== WORK INSTRUCTION ==
Within the material that follows, how many lines include the string "Lane"? Answer with the number and nothing more.

—————

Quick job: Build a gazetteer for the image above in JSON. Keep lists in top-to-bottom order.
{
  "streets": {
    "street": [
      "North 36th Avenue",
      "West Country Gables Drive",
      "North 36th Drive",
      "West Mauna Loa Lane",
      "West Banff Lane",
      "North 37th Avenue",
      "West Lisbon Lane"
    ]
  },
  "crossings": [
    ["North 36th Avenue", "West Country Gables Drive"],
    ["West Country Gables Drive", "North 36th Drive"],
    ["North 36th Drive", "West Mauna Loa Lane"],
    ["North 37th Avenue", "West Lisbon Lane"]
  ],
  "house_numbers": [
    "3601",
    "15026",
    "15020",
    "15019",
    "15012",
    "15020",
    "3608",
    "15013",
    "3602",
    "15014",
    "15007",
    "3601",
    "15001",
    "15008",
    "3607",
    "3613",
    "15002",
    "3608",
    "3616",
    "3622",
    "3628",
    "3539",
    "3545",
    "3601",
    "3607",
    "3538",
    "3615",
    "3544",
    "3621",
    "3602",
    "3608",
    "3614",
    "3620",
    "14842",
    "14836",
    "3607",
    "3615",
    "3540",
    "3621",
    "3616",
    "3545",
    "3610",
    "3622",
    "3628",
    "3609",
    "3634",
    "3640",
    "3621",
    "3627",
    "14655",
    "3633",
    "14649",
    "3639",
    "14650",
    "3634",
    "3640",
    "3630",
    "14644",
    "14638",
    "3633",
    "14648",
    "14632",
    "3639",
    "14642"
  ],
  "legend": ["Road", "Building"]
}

—————

== RESPONSE AREA ==
5